Second, note that Maddieson's work on UPSID involved "typologizing"
phonological inventories from different doculects, so that they were comparable
across all entries in his database [cf. @Hyman2008]. Maddieson's work was
groundbreaking at the time because he was the first typologist to generate a
stratified language sample aimed at being genealogically balanced, i.e. for
each language family he chose one representative language. This allowed
Maddieson to make statements about the cross-linguistic distribution of
contrastive speech sounds with some level of statistical confidence. In fact,
much about what we know about the distribution of the sounds of the world's
languages is due to Maddieson's original language sample and his meticulous
curation of the data.
## Where do the language codes in PHOIBLE come from?
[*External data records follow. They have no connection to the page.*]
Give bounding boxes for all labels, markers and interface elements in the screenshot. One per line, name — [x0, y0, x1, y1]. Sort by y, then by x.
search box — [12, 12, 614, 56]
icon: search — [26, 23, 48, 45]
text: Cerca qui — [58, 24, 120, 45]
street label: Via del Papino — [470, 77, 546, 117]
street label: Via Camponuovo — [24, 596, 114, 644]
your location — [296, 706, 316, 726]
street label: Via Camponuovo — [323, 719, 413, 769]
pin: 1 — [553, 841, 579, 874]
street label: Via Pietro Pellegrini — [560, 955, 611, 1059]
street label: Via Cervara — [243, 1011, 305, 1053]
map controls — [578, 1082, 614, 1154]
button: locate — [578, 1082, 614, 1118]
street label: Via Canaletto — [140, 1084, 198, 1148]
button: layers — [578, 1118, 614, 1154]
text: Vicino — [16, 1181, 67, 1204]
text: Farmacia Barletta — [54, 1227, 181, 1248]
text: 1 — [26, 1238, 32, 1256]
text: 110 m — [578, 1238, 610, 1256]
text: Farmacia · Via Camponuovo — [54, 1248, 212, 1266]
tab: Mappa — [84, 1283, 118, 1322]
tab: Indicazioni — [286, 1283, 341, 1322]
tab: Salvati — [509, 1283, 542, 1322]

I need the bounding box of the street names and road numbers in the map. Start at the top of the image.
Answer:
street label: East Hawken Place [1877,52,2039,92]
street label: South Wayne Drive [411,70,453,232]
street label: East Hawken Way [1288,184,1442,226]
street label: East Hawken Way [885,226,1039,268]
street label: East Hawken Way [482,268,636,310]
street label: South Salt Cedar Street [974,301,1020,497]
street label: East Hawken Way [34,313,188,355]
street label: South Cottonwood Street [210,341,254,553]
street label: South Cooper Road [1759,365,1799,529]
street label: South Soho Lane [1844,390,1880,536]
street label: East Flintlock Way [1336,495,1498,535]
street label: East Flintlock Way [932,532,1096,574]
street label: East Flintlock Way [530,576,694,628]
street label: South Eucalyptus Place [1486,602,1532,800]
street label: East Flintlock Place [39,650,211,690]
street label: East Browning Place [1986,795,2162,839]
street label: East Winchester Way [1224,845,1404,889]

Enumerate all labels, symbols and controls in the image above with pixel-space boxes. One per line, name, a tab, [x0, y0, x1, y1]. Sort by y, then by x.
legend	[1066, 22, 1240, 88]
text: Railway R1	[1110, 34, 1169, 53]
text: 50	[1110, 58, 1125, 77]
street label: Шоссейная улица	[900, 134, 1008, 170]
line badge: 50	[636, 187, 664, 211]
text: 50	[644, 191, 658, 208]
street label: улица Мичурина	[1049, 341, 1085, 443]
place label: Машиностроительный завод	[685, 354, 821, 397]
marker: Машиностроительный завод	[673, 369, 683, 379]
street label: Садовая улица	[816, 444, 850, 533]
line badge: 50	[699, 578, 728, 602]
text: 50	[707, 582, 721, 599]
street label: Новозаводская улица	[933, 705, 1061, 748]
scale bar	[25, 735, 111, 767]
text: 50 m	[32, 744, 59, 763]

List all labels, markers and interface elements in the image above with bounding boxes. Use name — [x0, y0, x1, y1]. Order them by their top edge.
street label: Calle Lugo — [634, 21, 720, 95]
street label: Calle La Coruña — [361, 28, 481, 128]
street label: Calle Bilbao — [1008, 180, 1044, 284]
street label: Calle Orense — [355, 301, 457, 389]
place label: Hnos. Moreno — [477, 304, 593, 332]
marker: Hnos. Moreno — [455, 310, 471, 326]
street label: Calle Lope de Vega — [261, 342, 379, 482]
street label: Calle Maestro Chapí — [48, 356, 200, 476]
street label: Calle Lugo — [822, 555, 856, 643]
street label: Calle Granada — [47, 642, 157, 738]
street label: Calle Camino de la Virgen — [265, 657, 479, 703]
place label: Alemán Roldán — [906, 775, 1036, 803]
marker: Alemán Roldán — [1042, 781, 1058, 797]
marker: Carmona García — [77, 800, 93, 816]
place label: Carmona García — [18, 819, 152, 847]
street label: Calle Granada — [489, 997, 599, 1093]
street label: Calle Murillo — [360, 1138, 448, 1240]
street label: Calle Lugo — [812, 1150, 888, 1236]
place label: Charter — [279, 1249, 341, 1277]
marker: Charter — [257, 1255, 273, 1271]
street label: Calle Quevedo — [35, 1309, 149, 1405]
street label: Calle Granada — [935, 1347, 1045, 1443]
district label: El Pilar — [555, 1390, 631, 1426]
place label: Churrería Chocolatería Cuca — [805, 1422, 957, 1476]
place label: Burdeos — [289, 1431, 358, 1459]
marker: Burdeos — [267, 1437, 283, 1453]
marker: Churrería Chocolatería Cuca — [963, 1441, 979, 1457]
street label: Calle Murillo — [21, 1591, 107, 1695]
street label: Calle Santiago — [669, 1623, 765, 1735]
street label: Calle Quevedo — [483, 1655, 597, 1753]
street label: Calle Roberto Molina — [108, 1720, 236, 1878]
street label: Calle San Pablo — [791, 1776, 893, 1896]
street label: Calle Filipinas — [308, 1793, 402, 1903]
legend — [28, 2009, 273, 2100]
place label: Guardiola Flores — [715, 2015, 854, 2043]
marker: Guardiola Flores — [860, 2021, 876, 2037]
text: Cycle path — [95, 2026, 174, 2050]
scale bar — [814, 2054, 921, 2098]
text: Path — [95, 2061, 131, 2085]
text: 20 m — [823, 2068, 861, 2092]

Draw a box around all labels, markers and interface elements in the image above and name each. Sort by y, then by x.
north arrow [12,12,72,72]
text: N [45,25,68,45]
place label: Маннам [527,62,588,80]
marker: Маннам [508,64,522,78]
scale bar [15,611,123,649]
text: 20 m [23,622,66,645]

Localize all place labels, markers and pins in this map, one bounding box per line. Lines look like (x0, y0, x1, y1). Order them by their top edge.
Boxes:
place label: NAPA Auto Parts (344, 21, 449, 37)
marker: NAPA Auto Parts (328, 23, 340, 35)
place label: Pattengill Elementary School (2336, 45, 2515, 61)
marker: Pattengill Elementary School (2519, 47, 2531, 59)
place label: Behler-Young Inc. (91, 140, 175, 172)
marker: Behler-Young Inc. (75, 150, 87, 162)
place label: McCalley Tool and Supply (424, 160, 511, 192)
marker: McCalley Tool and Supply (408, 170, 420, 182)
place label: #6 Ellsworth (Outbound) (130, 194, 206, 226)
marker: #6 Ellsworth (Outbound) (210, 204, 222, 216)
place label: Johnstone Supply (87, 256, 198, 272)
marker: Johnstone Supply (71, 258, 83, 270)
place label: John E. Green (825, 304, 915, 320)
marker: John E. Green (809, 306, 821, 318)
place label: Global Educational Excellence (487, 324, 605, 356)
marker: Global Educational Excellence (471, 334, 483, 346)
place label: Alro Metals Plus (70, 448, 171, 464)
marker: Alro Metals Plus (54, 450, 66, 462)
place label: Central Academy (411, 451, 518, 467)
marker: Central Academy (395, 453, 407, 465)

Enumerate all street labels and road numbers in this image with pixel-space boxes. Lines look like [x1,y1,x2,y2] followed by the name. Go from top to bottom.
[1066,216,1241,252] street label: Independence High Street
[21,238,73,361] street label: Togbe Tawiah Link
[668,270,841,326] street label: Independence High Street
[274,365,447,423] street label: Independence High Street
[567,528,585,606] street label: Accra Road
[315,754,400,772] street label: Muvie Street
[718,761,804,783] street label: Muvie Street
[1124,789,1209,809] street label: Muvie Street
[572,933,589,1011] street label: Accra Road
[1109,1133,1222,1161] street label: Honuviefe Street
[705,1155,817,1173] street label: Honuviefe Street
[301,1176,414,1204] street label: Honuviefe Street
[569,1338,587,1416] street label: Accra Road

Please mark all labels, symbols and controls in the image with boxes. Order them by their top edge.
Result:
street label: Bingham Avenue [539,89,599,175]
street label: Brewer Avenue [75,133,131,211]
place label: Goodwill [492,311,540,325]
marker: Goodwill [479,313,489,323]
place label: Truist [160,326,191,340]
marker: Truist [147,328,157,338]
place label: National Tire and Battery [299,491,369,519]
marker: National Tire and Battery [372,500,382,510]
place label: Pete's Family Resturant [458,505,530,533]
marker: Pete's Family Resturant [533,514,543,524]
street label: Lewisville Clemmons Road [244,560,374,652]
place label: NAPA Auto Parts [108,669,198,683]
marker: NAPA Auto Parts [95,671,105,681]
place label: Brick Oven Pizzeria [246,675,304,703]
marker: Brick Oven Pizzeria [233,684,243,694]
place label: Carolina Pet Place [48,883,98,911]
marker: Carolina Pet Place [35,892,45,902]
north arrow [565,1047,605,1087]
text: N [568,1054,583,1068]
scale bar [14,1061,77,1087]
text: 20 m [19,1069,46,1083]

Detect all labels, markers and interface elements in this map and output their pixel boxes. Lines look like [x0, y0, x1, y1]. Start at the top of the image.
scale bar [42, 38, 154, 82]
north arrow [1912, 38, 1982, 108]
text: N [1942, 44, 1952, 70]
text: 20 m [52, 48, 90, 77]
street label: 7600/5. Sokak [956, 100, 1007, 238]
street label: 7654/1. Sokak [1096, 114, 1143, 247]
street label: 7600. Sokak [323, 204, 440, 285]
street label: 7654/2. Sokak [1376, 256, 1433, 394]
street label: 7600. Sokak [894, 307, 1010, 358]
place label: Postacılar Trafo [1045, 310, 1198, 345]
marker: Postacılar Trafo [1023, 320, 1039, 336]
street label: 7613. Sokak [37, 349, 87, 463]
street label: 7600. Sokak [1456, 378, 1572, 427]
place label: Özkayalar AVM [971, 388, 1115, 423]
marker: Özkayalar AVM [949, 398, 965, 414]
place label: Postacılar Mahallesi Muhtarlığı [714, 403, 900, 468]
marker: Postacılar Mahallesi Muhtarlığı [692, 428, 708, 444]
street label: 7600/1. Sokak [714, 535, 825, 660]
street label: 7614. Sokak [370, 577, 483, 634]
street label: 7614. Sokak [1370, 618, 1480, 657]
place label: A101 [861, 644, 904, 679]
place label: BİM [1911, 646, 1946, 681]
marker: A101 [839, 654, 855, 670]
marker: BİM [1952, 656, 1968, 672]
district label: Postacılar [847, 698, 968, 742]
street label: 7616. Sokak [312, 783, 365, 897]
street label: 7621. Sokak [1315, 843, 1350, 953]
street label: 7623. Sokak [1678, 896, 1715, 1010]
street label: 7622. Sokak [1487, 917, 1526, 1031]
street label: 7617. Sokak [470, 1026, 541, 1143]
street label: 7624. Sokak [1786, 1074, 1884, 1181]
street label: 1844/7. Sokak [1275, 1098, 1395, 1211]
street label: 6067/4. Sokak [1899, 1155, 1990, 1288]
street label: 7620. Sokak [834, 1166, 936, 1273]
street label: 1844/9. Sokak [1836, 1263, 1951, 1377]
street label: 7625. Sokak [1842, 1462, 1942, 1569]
Every phonological inventory in PHOIBLE has a unique numeric inventory ID.
Since most PHOIBLE inventories (aside from some UPSID or SPA ones, as mentioned
above) are based on a single document, it is fairly straightforward to link
each PHOIBLE inventory to [the Glottolog](https://glottolog.org/), which
provides links between linguistic description documents and unique identifiers
for dialects, languages, and groupings of dialects and languages at various
levels [the preferred term for any of these levels of specificity / grouping is
"languoid"; see @CysouwGood2013]. Thus in PHOIBLE each inventory typically
corresponds to a single languoid, and in most cases that
languoid is a "leaf node" in the Glottolog tree, i.e., it represents a
particular dialect known to be used at a particular place and time (rather than
a group of dialects, a language, or a language family). However, in the few
cases where multiple document sources were consulted for an inventory, it may
not be possible to link that inventory to a unique Glottolog leaf node.
In such cases, the inventory in PHOIBLE is linked to the lowest possible
Glottolog node that dominates the leaf nodes of each source document.
For example, inventory 298 describes the Dan language, and was ingested from
UPSID and ultimately based on a single journal article. At the time UPSID was
compiled, Dan and Kla-Dan were considered a single language (isocode `daf`) but
in 2013 a proposal was accepted to assign them separate isocodes (`dnj` and
`lda`, respectively). Since it is unknown whether the consultants for the
doculect were speakers of what we would now call "Dan" or "Kla-Dan", the
inventory is labeled with the old isocode `daf` and linked to the corresponding
non-leaf node in the glottolog (`dann1241`).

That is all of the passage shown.